Given data

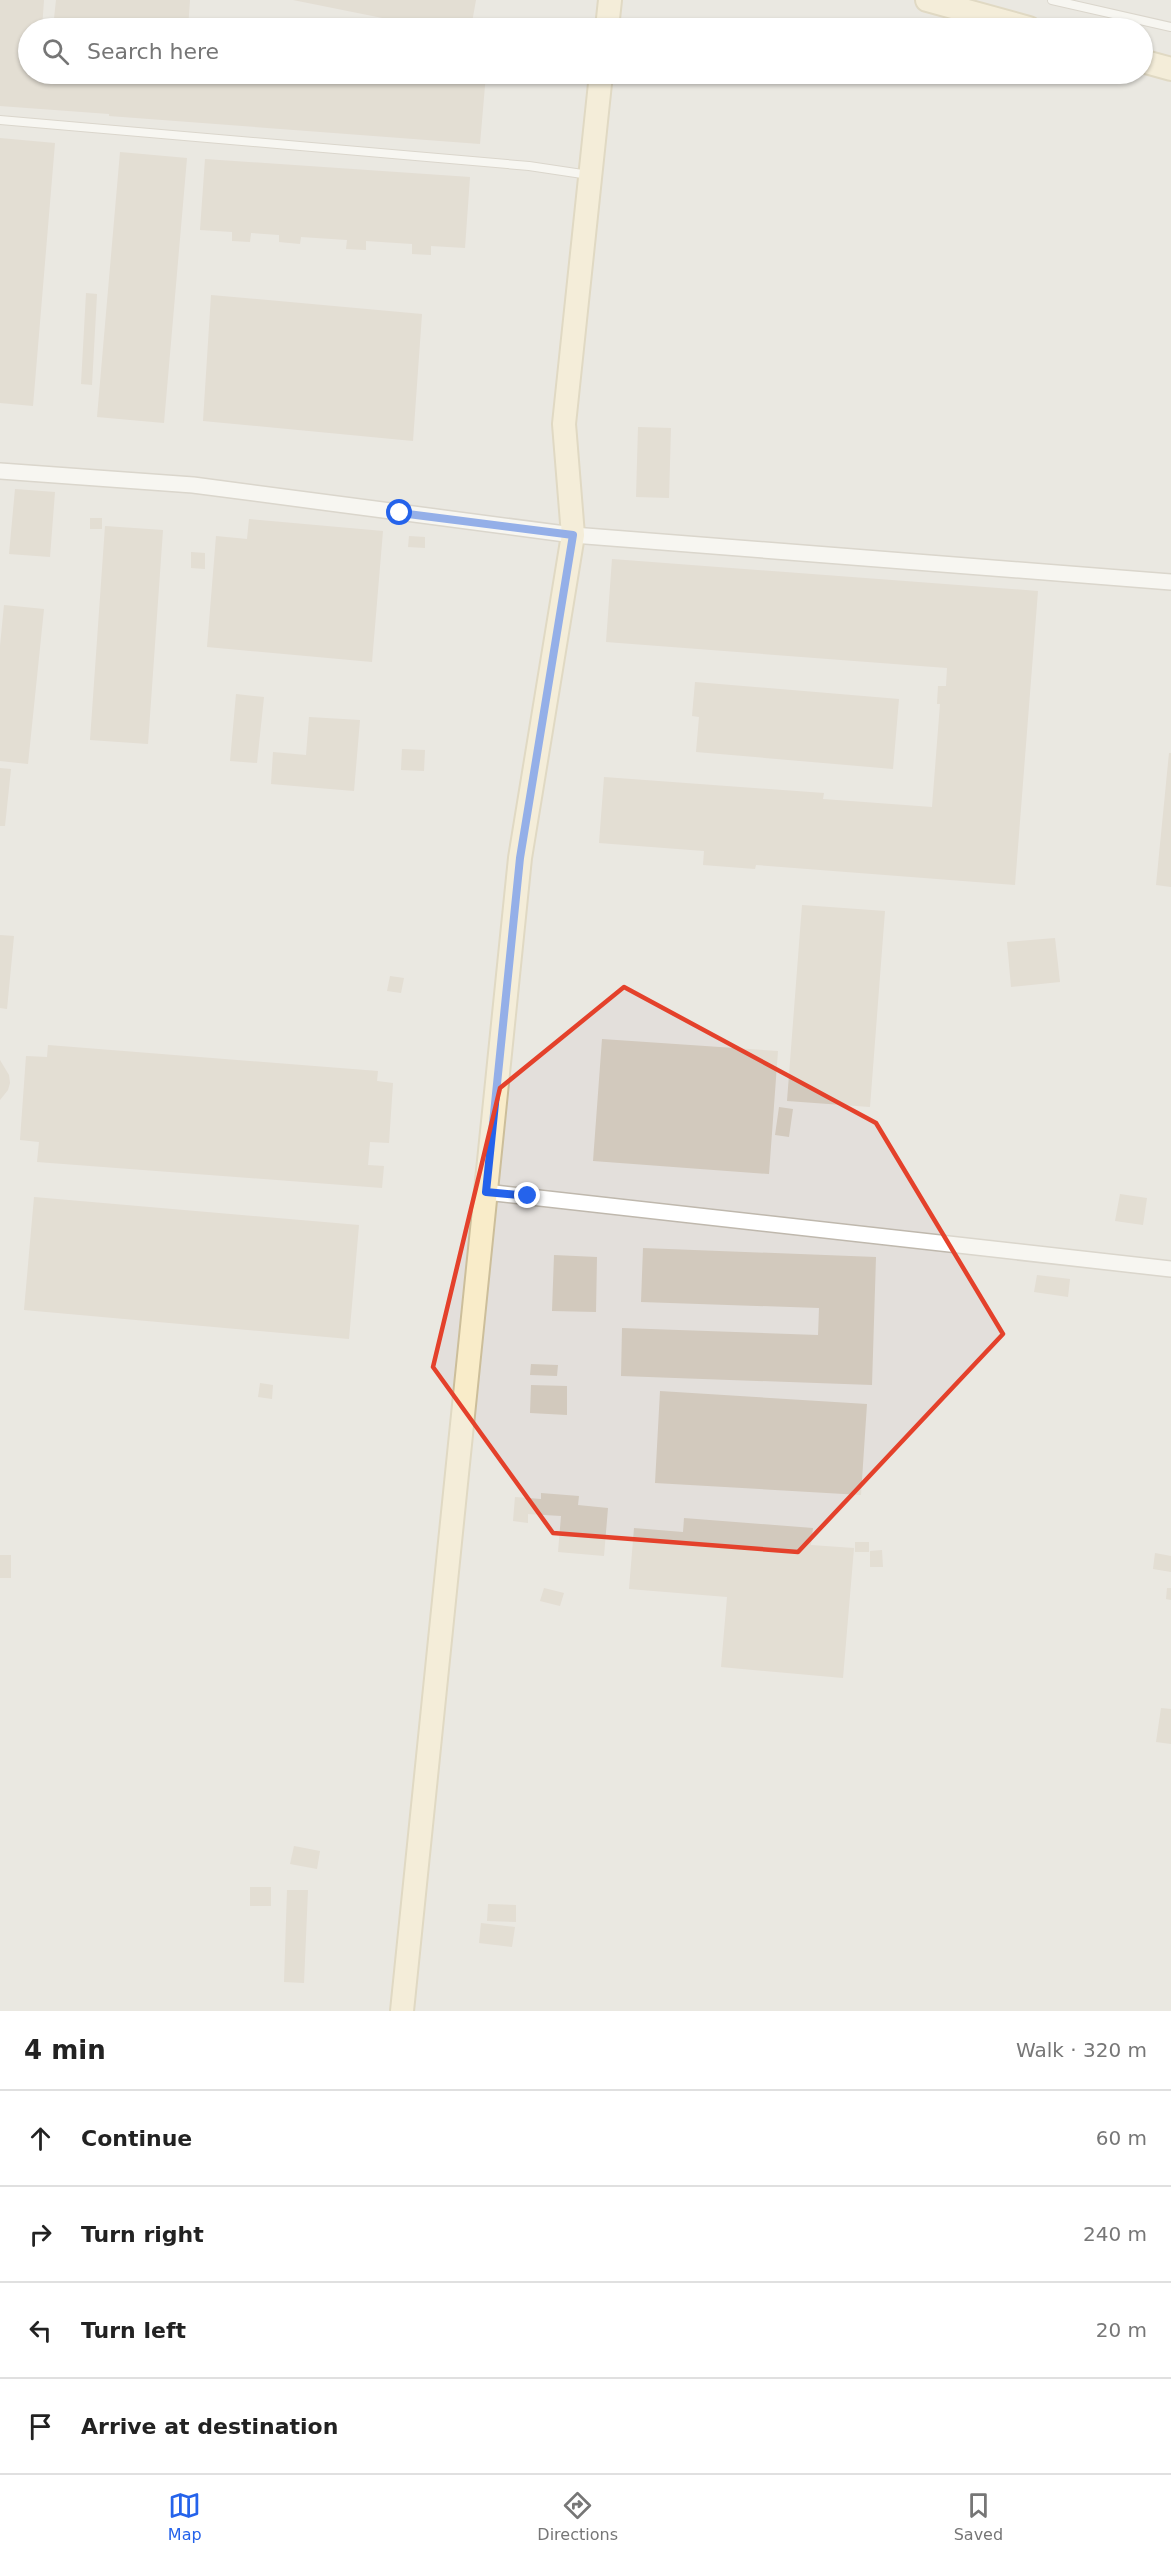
<!DOCTYPE html>
<html lang="en">
<head>
<meta charset="utf-8">
<style>
  body { margin:0; font-family:"DejaVu Sans",sans-serif; background:#f2f2f2; color:#222 }
  .stop { position:absolute; width:18px; height:18px; margin:-14px; border:4px solid #2563eb; border-radius:50%; background:#fff }
  .stop.end { background:#2563eb; border-color:#fff; box-shadow:0 2px 6px #0008 }
  .list { margin:0; padding:0; list-style:none }
  h2 { display:flex; justify-content:space-between; align-items:center; height:78px; margin:0; padding:0 24px; font-size:26px }
  h2 small { font-size:20px; font-weight:400; color:#767676 }
  .list li { display:grid; grid-template-columns:39px 1fr auto; gap:18px; align-items:center; box-sizing:border-box; height:96px; padding:0 24px; border-top:2px solid #e0e0e0 }
  .list b { display:block; font-size:22px; white-space:nowrap }
  .list em { font-size:20px; font-style:normal; color:#767676 }
  .icon { flex:none; width:33px; height:33px; fill:none; stroke:currentColor; stroke-width:2; stroke-linecap:round; stroke-linejoin:round }
  .map { position:relative; flex:none; width:1171px; height:2011px; overflow:hidden }
  .search { position:absolute; background:#fff; box-shadow:0 2px 4px #0004; left:18px; right:18px; top:18px; height:66px; display:flex; align-items:center; gap:15px; box-sizing:border-box; padding:0 21px; border-radius:33px; color:#767676; font-size:22px }
  .sheet { height:462px; background:#fff }
  nav { display:flex; justify-content:space-around; align-items:center; box-sizing:border-box; height:84px; border-top:2px solid #e0e0e0; background:#fff; font-size:16px; color:#767676 }
  nav a { display:grid; justify-items:center; gap:3px }
  nav .on { color:#2563eb }
  .map>svg:first-child { display:block }
  .industrial { fill:#e3dfdb; fill-rule:evenodd }
  .building { fill:#d2c9bd }
  .lines { fill:none; stroke-linecap:round; stroke-linejoin:round }
  .lane-casing { stroke:#bfb8ad; stroke-width:10 }
  .street-casing { stroke:#bfb8ad; stroke-width:18 }
  .secondary-casing { stroke:#ccbe9a; stroke-width:26 }
  .lane { stroke:#fff; stroke-width:8 }
  .street { stroke:#fff; stroke-width:15 }
  .secondary { stroke:#f9ecc9; stroke-width:22 }
  .route { stroke:#2563eb; stroke-width:8 }
  .marked { fill:none; stroke:#e4412b; stroke-width:4.5; stroke-linejoin:round }
</style>
</head>
<body>
<div class="map">
<svg width="1171" height="2011" viewBox="0 0 1171 2011">
  <rect width="100%" height="100%" fill="#f1eee6"/>
  <path class="industrial" d="M 0,0 L 1171,0 L 1171,2011 L 0,2011 ZM 28,28 L 1142,28 L 1142,74 L 28,74 Z"/>
  <path class="building" d="M 0,0 L 44,0 L 42,28 L 28,28 L 28,74 L 486,74 L 480,144 L 109,116 L 109,114 L 0,106 Z
    M 56,0 L 190,0 L 188,28 L 53,28 Z
    M 293,0 L 476,0 L 471,28 L 432,28 Z
    M 0,138 L 55,143 L 33,406 L 0,403 Z
    M 120,152 L 187,158 L 164,423 L 97,417 Z
    M 205,159 L 470,177 L 465,248 L 431,246 L 431,255 L 412,254 L 412,244 L 366,241 L 366,250 L 346,249 L 347,240 L 301,237 L 300,244 L 279,242 L 279,235 L 251,233 L 250,242 L 232,241 L 232,232 L 200,230 Z
    M 86,293 L 97,294 L 92,385 L 81,384 Z
    M 211,295 L 422,314 L 413,441 L 203,421 Z
    M 638,427 L 671,428 L 669,498 L 636,497 Z
    M 15,489 L 55,492 L 50,557 L 9,554 Z
    M 90,518 L 102,518 L 102,529 L 90,529 Z
    M 249,519 L 383,531 L 372,662 L 207,647 L 216,536 L 247,539 Z
    M 105,526 L 163,530 L 148,744 L 90,740 Z
    M 409,536 L 425,537 L 425,548 L 408,547 Z
    M 191,552 L 205,553 L 205,569 L 191,568 Z
    M 612,559 L 1038,591 L 1015,885 L 756,865 L 755,869 L 703,865 L 704,851 L 599,843 L 604,777 L 824,793 L 823,799 L 932,807 L 940,704 L 937,704 L 938,686 L 946,686 L 947,668 L 606,642 Z
    M 4,605 L 44,609 L 28,764 L 0,761 L 0,646 Z
    M 695,682 L 899,699 L 893,769 L 696,752 L 699,717 L 692,716 Z
    M 236,694 L 264,697 L 257,763 L 230,761 Z
    M 309,717 L 360,720 L 354,791 L 271,784 L 273,752 L 306,755 Z
    M 402,749 L 425,750 L 424,771 L 401,770 Z
    M 1169,753 L 1171,753 L 1171,887 L 1156,885 Z
    M 0,768 L 11,769 L 5,826 L 0,826 Z
    M 802,905 L 885,911 L 870,1107 L 787,1101 Z
    M 0,935 L 14,936 L 7,1009 L 0,1008 Z
    M 1055,938 L 1060,982 L 1011,987 L 1007,942 Z
    M 390,976 L 404,978 L 401,993 L 387,991 Z
    M 602,1039 L 778,1051 L 769,1174 L 593,1161 Z
    M 48,1045 L 378,1071 L 377,1081 L 393,1083 L 389,1143 L 370,1142 L 368,1165 L 384,1166 L 382,1188 L 37,1162 L 39,1142 L 20,1140 L 26,1056 L 47,1057 Z
    M 0,1060 L 9,1075 L 10,1083 L 8,1090 L 0,1100 Z
    M 779,1107 L 793,1109 L 789,1137 L 775,1135 Z
    M 1120,1194 L 1147,1198 L 1143,1225 L 1115,1221 Z
    M 34,1197 L 359,1225 L 349,1339 L 24,1310 Z
    M 643,1248 L 876,1257 L 872,1385 L 621,1376 L 622,1328 L 818,1335 L 819,1308 L 641,1302 Z
    M 554,1255 L 597,1257 L 596,1312 L 552,1311 Z
    M 1037,1275 L 1070,1279 L 1068,1297 L 1034,1292 Z
    M 531,1364 L 558,1365 L 557,1376 L 530,1375 Z
    M 260,1383 L 273,1385 L 272,1399 L 258,1397 Z
    M 531,1385 L 567,1386 L 567,1415 L 530,1413 Z
    M 660,1391 L 867,1404 L 861,1495 L 655,1483 Z
    M 541,1493 L 579,1496 L 578,1505 L 608,1508 L 604,1556 L 558,1552 L 561,1516 L 528,1514 L 528,1523 L 513,1521 L 515,1497 L 541,1499 Z
    M 684,1518 L 813,1528 L 811,1545 L 854,1548 L 843,1678 L 721,1667 L 727,1597 L 629,1589 L 634,1528 L 683,1532 Z
    M 855,1542 L 869,1542 L 869,1552 L 855,1552 Z
    M 882,1550 L 883,1567 L 870,1567 L 870,1551 Z
    M 1155,1553 L 1171,1556 L 1171,1572 L 1153,1569 Z
    M 0,1555 L 11,1555 L 11,1578 L 0,1578 Z
    M 544,1588 L 564,1593 L 560,1606 L 540,1601 Z
    M 1167,1588 L 1171,1588 L 1171,1600 L 1166,1599 Z
    M 1161,1708 L 1171,1709 L 1171,1744 L 1156,1742 Z
    M 294,1846 L 320,1851 L 317,1869 L 290,1864 Z
    M 250,1887 L 271,1887 L 271,1906 L 250,1906 Z
    M 287,1890 L 308,1890 L 304,1983 L 284,1982 Z
    M 488,1904 L 516,1905 L 516,1922 L 487,1921 Z
    M 481,1923 L 515,1927 L 512,1947 L 479,1943 Z"/>
  <g class="lines">
    <g class="lane-casing">
      <path id="lane" d="M 1052,0 L 1171,27
        M 0,120 L 529,166 L 589,175"/>
    </g>
    <g class="street-casing">
      <path id="street" d="M 0,471 L 193,485 L 573,535 L 1171,582
        M 486,1192 L 1171,1269"/>
    </g>
    <g class="secondary-casing">
      <path id="secondary" d="M 927,0 L 1029,28
        M 607,28 L 610,0
        M 1142,61 L 1171,69
        M 402,2011 L 520,858 L 573,535 L 564,424 L 601,74"/>
    </g>
    <use href="#lane" class="lane"/>
    <use href="#street" class="street"/>
    <use href="#secondary" class="secondary"/>
  </g>
  <g class="lines">
    <path class="route" d="M 400,513 L 573,535 L 520,858 L 486,1192 L 528,1196"/>
  </g>
  <path d="M0 0H1171V2011H0ZM 624,987 L 876,1123 L 1003,1334 L 798,1552 L 553,1533 L 433,1367 L 500,1088 Z" fill="#f1eee6" fill-opacity=".55" fill-rule="evenodd"/>
  <path class="marked" d="M 624,987 L 876,1123 L 1003,1334 L 798,1552 L 553,1533 L 433,1367 L 500,1088 Z"/>
</svg>
<div class="stop" style="left:400px;top:513px"></div>
<div class="stop end" style="left:528px;top:1196px"></div>
<div class="search"><svg class="icon" aria-label="search" viewBox="0 0 24 24"><circle cx="10" cy="10" r="6"/><path d="M15 15l6 6"/></svg>Search here</div>
</div>
<section class="sheet">
<h2>4 min<small>Walk · 320 m</small></h2>
<ul class="list">
<li><svg class="icon" aria-label="ahead" viewBox="0 0 24 24"><path d="M12 20V5M6 11l6-6 6 6"/></svg><div><b>Continue</b></div><em>60 m</em></li>
<li><svg class="icon" aria-label="right" viewBox="0 0 24 24"><path d="M7 20v-9h11M14 6l5 5-5 5"/></svg><div><b>Turn right</b></div><em>240 m</em></li>
<li><svg class="icon" aria-label="left" viewBox="0 0 24 24"><path d="M17 20v-9H6M10 6l-5 5 5 5"/></svg><div><b>Turn left</b></div><em>20 m</em></li>
<li><svg class="icon" aria-label="arrive" viewBox="0 0 24 24"><path d="M6 21V4h12l-3 4 3 4H6"/></svg><div><b>Arrive at destination</b></div></li>
</ul>
</section>
<nav>
<a class="on"><svg class="icon" aria-label="map" viewBox="0 0 24 24"><path d="M3 6l6-2 6 2 6-2v14l-6 2-6-2-6 2zM9 4v14M15 6v14"/></svg>Map</a>
<a><svg class="icon" aria-label="directions" viewBox="0 0 24 24"><path d="M12 3l9 9-9 9-9-9zM9 14v-3h6M13 9l2 2-2 2"/></svg>Directions</a>
<a><svg class="icon" aria-label="saved" viewBox="0 0 24 24"><path d="M7 4h10v16l-5-4-5 4z"/></svg>Saved</a>
</nav>
</body>
</html>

Exercise aim
The answer must consist of every line above that contains the word "padding".

Completed task
  .list { margin:0; padding:0; list-style:none }
  h2 { display:flex; justify-content:space-between; align-items:center; height:78px; margin:0; padding:0 24px; font-size:26px }
  .list li { display:grid; grid-template-columns:39px 1fr auto; gap:18px; align-items:center; box-sizing:border-box; height:96px; padding:0 24px; border-top:2px solid #e0e0e0 }
  .search { position:absolute; background:#fff; box-shadow:0 2px 4px #0004; left:18px; right:18px; top:18px; height:66px; display:flex; align-items:center; gap:15px; box-sizing:border-box; padding:0 21px; border-radius:33px; color:#767676; font-size:22px }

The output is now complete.